I used Take 3, as usual. The first take, which I’d thought went really well while I was playing it, turned out to be positively riddled with that scourge of the modern string player attempting any kind of stylishness–the banana tone. In other words, a scooping or surging crescendo-decrescendo on long (and even not-so-long) notes. Another thing that’s really fun to play, but not so much fun to listen to, not to mention irritating in its repetitiveness and distracting from the melodic line. The banana tone used to be a favoured technique among historically informed performance practitioners in, I suppose, the sixties and seventies, when use of period equipment was only just starting to become really widespread. Because the pre-Tourte bow didn’t have the same capacity for sustaining evenly from frog to tip as the modern bow, the thinking went that it was actually impossible to play in a sustained way, and that musicians in Baroque times not only played with constant bananas, they wanted them–perhaps on every note. Well, this notion is pretty old-fashioned now, and the poor banana tone is banana non grata.

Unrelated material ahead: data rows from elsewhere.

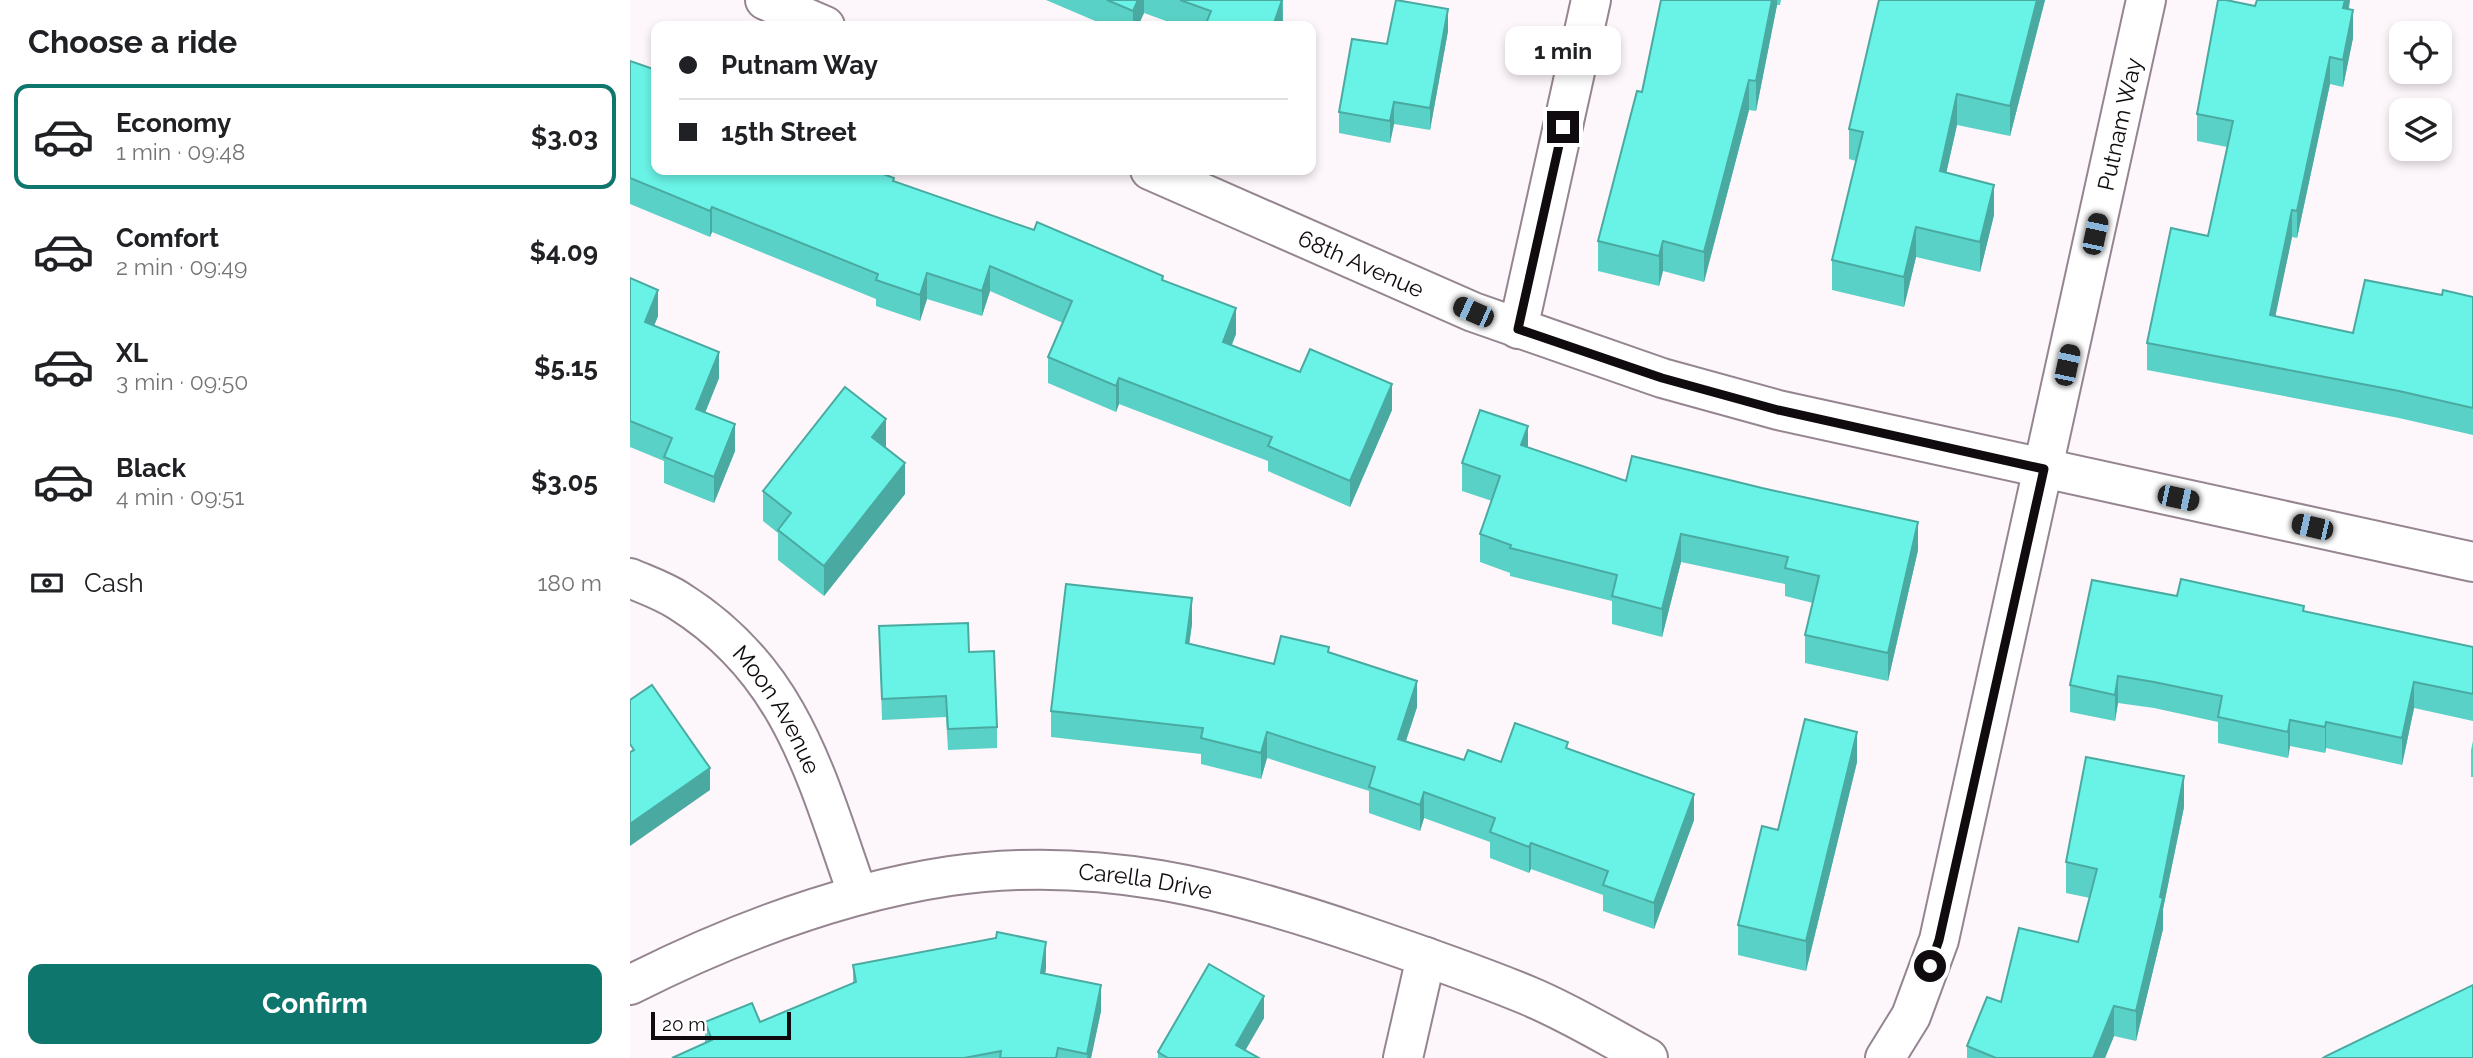 <!DOCTYPE html>
<html lang="en">
<head>
<meta charset="utf-8">
<style>
	:root { --surface:#fff; --page:#f2f2f2; --text:#202124; --muted:#757577; --line:#e0e0e0; --accent:#0f766e }
	body { margin:0; font-family:Raleway,sans-serif; background:var(--page); color:var(--text); height:100vh; display:flex; flex-direction:column; font-size:26px; white-space:nowrap }
	* { box-sizing:border-box; margin:0 }
	p { font-size:23px; color:var(--muted) }
	.icon { flex:none; width:38px; height:38px; fill:none; stroke:currentColor; stroke-width:2; stroke-linecap:round; stroke-linejoin:round }
	.map { position:relative; flex:1; overflow:hidden }
	.sheet { display:flex; flex-direction:column; background:var(--surface); width:630px }
	.sheet>* { flex:none }
	.top-card { position:absolute; left:21px; top:21px; width:665px; height:154px; border-radius:14px; box-shadow:0 4px 10px #0003; display:grid; align-content:center; height:154px; padding:0 28px; background:var(--surface) }
	.controls { position:absolute; left:1759px; top:21px; display:grid; gap:14px }
	.controls a { display:grid; place-items:center; width:63px; height:63px; border-radius:14px; background:var(--surface); box-shadow:0 4px 10px #0003; font-size:35px }
	.scale { position:absolute; left:21px; bottom:18px; width:140px; box-sizing:border-box; padding-left:7px; border:4px solid #100b0e; border-top:0; font-size:19px; line-height:24px; white-space:nowrap; color:#100b0e; -webkit-text-stroke:5px #fff; paint-order:stroke }
	.end { position:absolute; width:32px; height:32px; margin:-16px; border:9px solid #100b0e; background:#fff; box-shadow:0 0 0 4px #fff }
	.from { border-radius:50% }
	.bubble { position:absolute; height:49px; border-radius:14px; background:var(--surface); box-shadow:0 4px 10px #0003; font-size:23px; font-weight:700; line-height:49px; text-align:center }
	.car { position:absolute; width:21px; height:42px; margin:-21px -10px; border-radius:9px; box-shadow:0 0 5px 2px #0007; background:linear-gradient(#222 24%,#8ab4d8 0 40%,#222 0 76%,#8ab4d8 0 86%,#222 0) }
	.top-card b { display:flex; align-items:center; gap:24px; height:66px; font-size:26px }
	.top-card b+b { border-top:2px solid var(--line) }
	.top-card i { width:18px; height:18px; background:var(--text) }
	ul { padding:0; list-style:none }
	li { display:flex; align-items:center; gap:21px; height:105px; margin:0 14px 10px; padding:0 14px; border:4px solid transparent; border-radius:14px }
	li div { flex:1 }
	li b { display:block; font-size:26px }
	li em { font-style:normal; font-weight:700 }
	li.active { border-color:var(--accent) }
	li>.icon { width:63px; height:63px; stroke-width:1.5 }
	h2 { padding:0 28px; font-size:32px; line-height:84px }
	.pay { display:flex; align-items:center; gap:18px; height:77px; padding:0 28px; font-size:26px }
	.pay p { margin-inline-start:auto }
	.primary-button { display:flex; gap:14px; margin-top:auto; padding:14px 28px }
	.primary-button a { flex:1; height:80px; border-radius:14px; background:var(--accent); color:#fff; font-size:28px; font-weight:700; line-height:80px; text-align:center }
	main { display:flex; flex:1; min-height:0 }
	.map>svg:first-child { display:block }
</style>
</head>
<body>
<main>
<section class="sheet">
<h2>Choose a ride</h2>
<ul>
<li class="active"><svg class="icon" aria-label="car" viewBox="0 0 24 24"><path d="M5 17H2v-5l4-1 3-4h7l3 4 3 1v5h-3M9 17h6M6 11h13"/><circle cx="7" cy="17" r="2"/><circle cx="17" cy="17" r="2"/></svg><div><b>Economy</b><p>1 min · 09:48</p></div><em>$3.03</em></li>
<li><svg class="icon" aria-label="car" viewBox="0 0 24 24"><path d="M5 17H2v-5l4-1 3-4h7l3 4 3 1v5h-3M9 17h6M6 11h13"/><circle cx="7" cy="17" r="2"/><circle cx="17" cy="17" r="2"/></svg><div><b>Comfort</b><p>2 min · 09:49</p></div><em>$4.09</em></li>
<li><svg class="icon" aria-label="car" viewBox="0 0 24 24"><path d="M5 17H2v-5l4-1 3-4h7l3 4 3 1v5h-3M9 17h6M6 11h13"/><circle cx="7" cy="17" r="2"/><circle cx="17" cy="17" r="2"/></svg><div><b>XL</b><p>3 min · 09:50</p></div><em>$5.15</em></li>
<li><svg class="icon" aria-label="car" viewBox="0 0 24 24"><path d="M5 17H2v-5l4-1 3-4h7l3 4 3 1v5h-3M9 17h6M6 11h13"/><circle cx="7" cy="17" r="2"/><circle cx="17" cy="17" r="2"/></svg><div><b>Black</b><p>4 min · 09:51</p></div><em>$3.05</em></li>
</ul>
<div class="pay"><svg class="icon" aria-label="cash" viewBox="0 0 24 24"><path d="M3 7h18v10H3z"/><circle cx="12" cy="12" r="2"/></svg>Cash<p>180 m</p></div>
<div class="primary-button"><a>Confirm</a></div>
</section>
<div class="map">
<svg width="1843" height="1058" viewBox="0 0 1843 1058">
	<rect width="100%" height="100%" fill="#fdf6fb"/>
	<g fill="none" stroke-linecap="round" stroke-linejoin="round">
		<g stroke="#958590" stroke-width="42">
			<g id="minor">
				<path d="M135,0l60,26"/>
				<path id="s1" d="M520,170l323,142 189,66 116,32 695,152"/>
				<path d="M888,329l73,-329"/>
				<path id="s2" d="M0,578c16,7 34,13 49,23 113,71 137,176 179,294"/>
				<path id="s3" d="M0,985c101,-51 208,-92 320,-109 146,-21 275,12 412,59 56,19 112,38 167,61 41,17 80,41 119,62"/>
				<path d="M773,1058l23,-101"/>
				<path id="s4" d="M1255,1058l26,-42 28,-76 207,-940"/>
			</g>
		</g>
		<use href="#minor" stroke="#fff" stroke-width="38"/>
	</g>
	<g fill="#5ad1c6">
		<path d="M416,0h237v24l-1,2h-102l-36,-13 -6,13h-31z"/>
		<path d="M1031,0h120l-1,5h-3l-21,106 -7,-1 -45,172 -41,-11 -4,15 -61,-15v-30l44,-149z"/>
		<path d="M1249,0h166l-35,136 -53,-11 -11,48 48,42 -14,57 -64,-15 -12,50 -72,-17v-30l24,-99 -7,-2v-30z"/>
		<path d="M1720,0l-1,9 4,29 -10,49 -13,-3 -33,154 -5,-1 -17,79 78,17 89,-38 31,2v138l-74,-17 -252,-48v-27l61,-107 19,-89 -30,-6v-27l58,-108z"/>
		<path d="M818,31l-18,99 -36,-6 -4,19 -51,-10v-21l48,-68z"/>
		<path d="M0,61l264,121 269,98 73,54 -5,12 161,64 -42,97 -82,-36v-10l-149,-57 -3,8 -68,-29v-26l15,-34 -73,-32 -8,25 -55,-17 -7,22 -44,-15v-7l-164,-67 -2,5 -80,-33z"/>
		<path d="M0,278l28,38 -4,9 65,53 -14,35 30,38 -21,52 -50,-20v-22l-34,-14z"/>
		<path d="M898,447l98,34 292,69 -30,131 -83,-18v-28l8,-32 -28,-7v-12l-104,-22 -19,75 -50,-13v-23l-102,-25v-3l-30,-11v-28l12,-33 -30,-10v-28z"/>
		<path d="M256,448l19,46 -81,102 -46,-36v-27l-15,-12v-30z"/>
		<path d="M1547,596l127,16 169,35v74l-59,-13 -12,57 -76,-17 -1,5 -35,-7 -2,12 -70,-15v-21l-64,-14 -36,-5 -3,18 -45,-9v-27z"/>
		<path d="M562,624l-3,19 85,21 55,-12 88,55 -11,34 58,19 37,2 67,-13 126,71 -40,109 -51,-18v-16l-72,-26 -2,4 -39,-15v-16l-66,-24 -4,13 -51,-18v-22l-102,-33 -6,21 -60,-15v-10l-150,-17v-26z"/>
		<path d="M249,626l90,26 28,75v21l-49,2 -2,-33 -64,3z"/>
		<path d="M1843,741v36h-2v-27z"/>
		<path d="M1227,762l-51,209 -68,-16v-30l40,-95z"/>
		<path d="M1554,807l-21,102v20l-27,112 -22,-5 -9,22h-138v-12l34,-44 77,-60 12,-44 -24,-5v-31z"/>
		<path d="M223,965l193,3 -1,6 56,37 -10,47h-419l33,-14v-22h55l93,-39z"/>
		<path d="M634,1018l-19,32 14,8h-101v-6z"/>
	</g>
	<g fill="#4aaaa1">
		<path d="M508,0h6v13l-6,13h-5v-15z"/>
		<path d="M652,0l1,24 -1,2h-9z"/>
		<path d="M1142,0h5v5l-21,106v-30z"/>
		<path d="M1407,0h8l-35,136v-30z"/>
		<path d="M1715,0h5l-7,35v-27z"/>
		<path d="M818,9v22l-18,99v-22z"/>
		<path d="M1723,10v28l-10,49v-27z"/>
		<path d="M1700,57v27l-33,154v-27z"/>
		<path d="M1119,80v30l-45,172v-30z"/>
		<path d="M1327,94v31l-17,76v-30z"/>
		<path d="M764,102v22l-4,19v-22z"/>
		<path d="M1364,185v30l-14,57v-30z"/>
		<path d="M82,207v25l-2,5v-26z"/>
		<path d="M1662,210v27l-22,105v-27z"/>
		<path d="M1286,227v30l-12,50v-30z"/>
		<path d="M1033,241v30l-4,15v-30z"/>
		<path d="M360,266v25l-8,25v-25z"/>
		<path d="M297,273v26l-7,22v-26z"/>
		<path d="M28,290v26l-13,32v-26z"/>
		<path d="M606,308v26l-13,34v-26z"/>
		<path d="M89,352v26l-23,57v-26z"/>
		<path d="M489,378v26l-3,8v-26z"/>
		<path d="M762,384v26l-42,97v-26z"/>
		<path d="M256,419v30l-14,-12z"/>
		<path d="M105,424v27l-21,52v-26z"/>
		<path d="M898,426v28l-7,-9z"/>
		<path d="M275,463v31l-81,102v-30z"/>
		<path d="M1288,522v28l-30,131v-28z"/>
		<path d="M1051,534v28l-19,75v-28z"/>
		<path d="M562,598v26l-6,44v-25z"/>
		<path d="M1488,676v27l-3,18v-26z"/>
		<path d="M787,681v26l-19,58v-26z"/>
		<path d="M1784,682v26l-12,57v-27z"/>
		<path d="M1660,720v26l-2,12v-26z"/>
		<path d="M1696,722v26l-1,5v-26z"/>
		<path d="M637,732v26l-6,21v-26z"/>
		<path d="M1227,732v30l-51,209v-30z"/>
		<path d="M80,768v22l-80,56v-22z"/>
		<path d="M1554,776v31l-21,102v20l-27,112v-30z"/>
		<path d="M794,792v26l-4,13v-26z"/>
		<path d="M1064,794v26l-40,109v-26z"/>
		<path d="M901,843v26l-2,4v-26z"/>
		<path d="M416,942v26l-5,31v-26z"/>
		<path d="M471,985v26l-10,47h-4z"/>
		<path d="M634,996v22l-23,40 -5,-13z"/>
		<path d="M1484,1006v30l-9,22h-12z"/>
	</g>
	<g fill="#69f3e6" stroke="#4aaaa1" stroke-width="2">
		<path d="M477,0h31l-5,11z"/>
		<path d="M550,0h102l-9,26h-68l6,-15z"/>
		<path d="M766,0l52,9 -18,99 -36,-6 -4,19 -51,-9 13,-73 35,5z"/>
		<path d="M1031,0h111l-16,81 -7,-1 -45,172 -41,-11 -4,15 -61,-15 39,-150 5,1z"/>
		<path d="M1249,0h158l-27,106 -53,-12 -17,77 54,14 -14,57 -64,-15 -12,50 -72,-17 31,-128 -14,-3z"/>
		<path d="M1588,0h8l29,6 2,-6h88l-2,8 10,2 -10,50 -13,-3 -33,154 -5,-1 -22,105 83,18 12,-53 77,15 1,-5 30,7v111l-74,-17 -252,-48 24,-115 37,8 25,-115 -36,-7z"/>
		<path d="M0,61l26,9v100h217l21,8 -1,3 141,49 3,-8 126,54 -1,4 74,28 -13,34 77,30 10,-23 82,35 -42,97 -82,-35 4,-9 -153,-59 -3,8 -68,-29 24,-56 -82,-35 -8,25 -55,-18 -7,22 -44,-15 2,-6 -166,-67 -2,4 -80,-33z"/>
		<path d="M0,278l28,12 -13,32 74,30 -23,57 39,15 -21,53 -50,-20 8,-19 -42,-17z"/>
		<path d="M215,387l41,32 -14,18 33,26 -81,103 -46,-36 13,-17 -28,-22z"/>
		<path d="M850,410l48,16 -7,19 105,36 6,-25 130,32 156,34 -30,131 -83,-18 14,-59 -34,-8 3,-11 -107,-23 -19,75 -50,-13 5,-21 -107,-27 1,-3 -31,-11 20,-58 -38,-13z"/>
		<path d="M1551,579l123,27 -1,5 170,36v47l-59,-12 -12,56 -76,-16 -1,5 -35,-7 -2,12 -70,-15 4,-21 -68,-14 -36,-6 -3,19 -45,-10 22,-105 85,16z"/>
		<path d="M436,584l126,14 -6,45 88,21 7,-28 48,11 -1,5 89,29 -19,58 66,21 4,-10 33,12 14,-39 53,19 -2,6 128,46 -40,109 -51,-18 5,-14 -77,-28 -2,4 -39,-15 5,-14 -71,-26 -4,13 -51,-18 6,-20 -108,-35 -6,21 -60,-15 2,-10 -152,-17z"/>
		<path d="M338,623l1,29 25,-1 3,76 -49,2 -2,-33 -64,3 -3,-73z"/>
		<path d="M22,685l58,83 -80,56v-72l4,-2 -4,-6v-44z"/>
		<path d="M1175,719l52,13 -51,209 -68,-16 24,-99 16,4z"/>
		<path d="M1456,757l98,19 -24,121 3,1 -27,113 -22,-5 -21,52h-97l-29,-12 20,-49 14,5 18,-74 59,14 19,-73 -31,-7z"/>
		<path d="M367,932l49,10 -5,31 60,12 -14,69 -29,-6 -2,10h-56l1,-7 -37,7h-292l40,-18 -7,-18 47,-19 8,19 96,-40 -3,-17 143,-27z"/>
		<path d="M579,964l55,32 -28,49 23,13h-91l-10,-6z"/>
		<path d="M1843,985v73h-150l3,-2z"/>
	</g>
	<g fill="none" stroke-linecap="round" stroke-linejoin="round">
		<path stroke="#100b0e" stroke-width="9" d="M933,127l-45,202 144,49 116,32 266,59 -105,471 -9,26"/>
	</g>
	<g text-anchor="middle" dominant-baseline="central" stroke-width="7" stroke-linejoin="round" paint-order="stroke">
		<g font-size="23" fill="#100b0e" stroke="#fff">
			<text stroke="none"><textPath href="#s4" startOffset="966">Putnam Way</textPath></text>
			<text stroke="none"><textPath href="#s1" startOffset="231">68th Avenue</textPath></text>
			<text stroke="none"><textPath href="#s2" startOffset="203">Moon Avenue</textPath></text>
			<text stroke="none"><textPath href="#s3" startOffset="536">Carella Drive</textPath></text>
		</g>
	</g>
</svg>
<div class="controls">
<a><svg class="icon" aria-label="locate" viewBox="0 0 24 24"><circle cx="12" cy="12" r="6"/><path d="M12 2v4M12 18v4M2 12h4M18 12h4"/></svg></a>
<a><svg class="icon" aria-label="layers" viewBox="0 0 24 24"><path d="M12 4l9 5-9 5-9-5zM3 14l9 5 9-5"/></svg></a>
</div>
<div class="scale">20 m</div>
<i class="end from" style="left:1300px;top:966px"></i>
<i class="end" style="left:933px;top:127px"></i>
<div class="bubble" style="left:875px;top:26px;width:116px">1 min</div>
<i class="car" style="left:1465px;top:234px;rotate:12deg"></i>
<i class="car" style="left:843px;top:312px;rotate:294deg"></i>
<i class="car" style="left:1437px;top:365px;rotate:12deg"></i>
<i class="car" style="left:1548px;top:498px;rotate:102deg"></i>
<i class="car" style="left:1682px;top:527px;rotate:283deg"></i>
<div class="top-card">
<b><i class="from"></i>Putnam Way</b>
<b><i></i>15th Street</b>
</div>
</div>
</main>
</body>
</html>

Anyway, I hadn’t been the slightest bit conscious of my banana-ing, and this discovery provoked so much toe-curling mortification in me that I resolved not to play another banana tone ever in my life, and certainly not in Take 2. Of course, this meant that Take 2, while freakishly in tune (something I rarely think about my own playing), was too lacking in nuance to be thinkable for posting on YouTube. Take 3 was the best, although I never really figured out a satisfactory new interpretation to replace the old one.
Today’s practice list: C major Sarabande, Bourrées I & II, Gigue; E flat major Courante.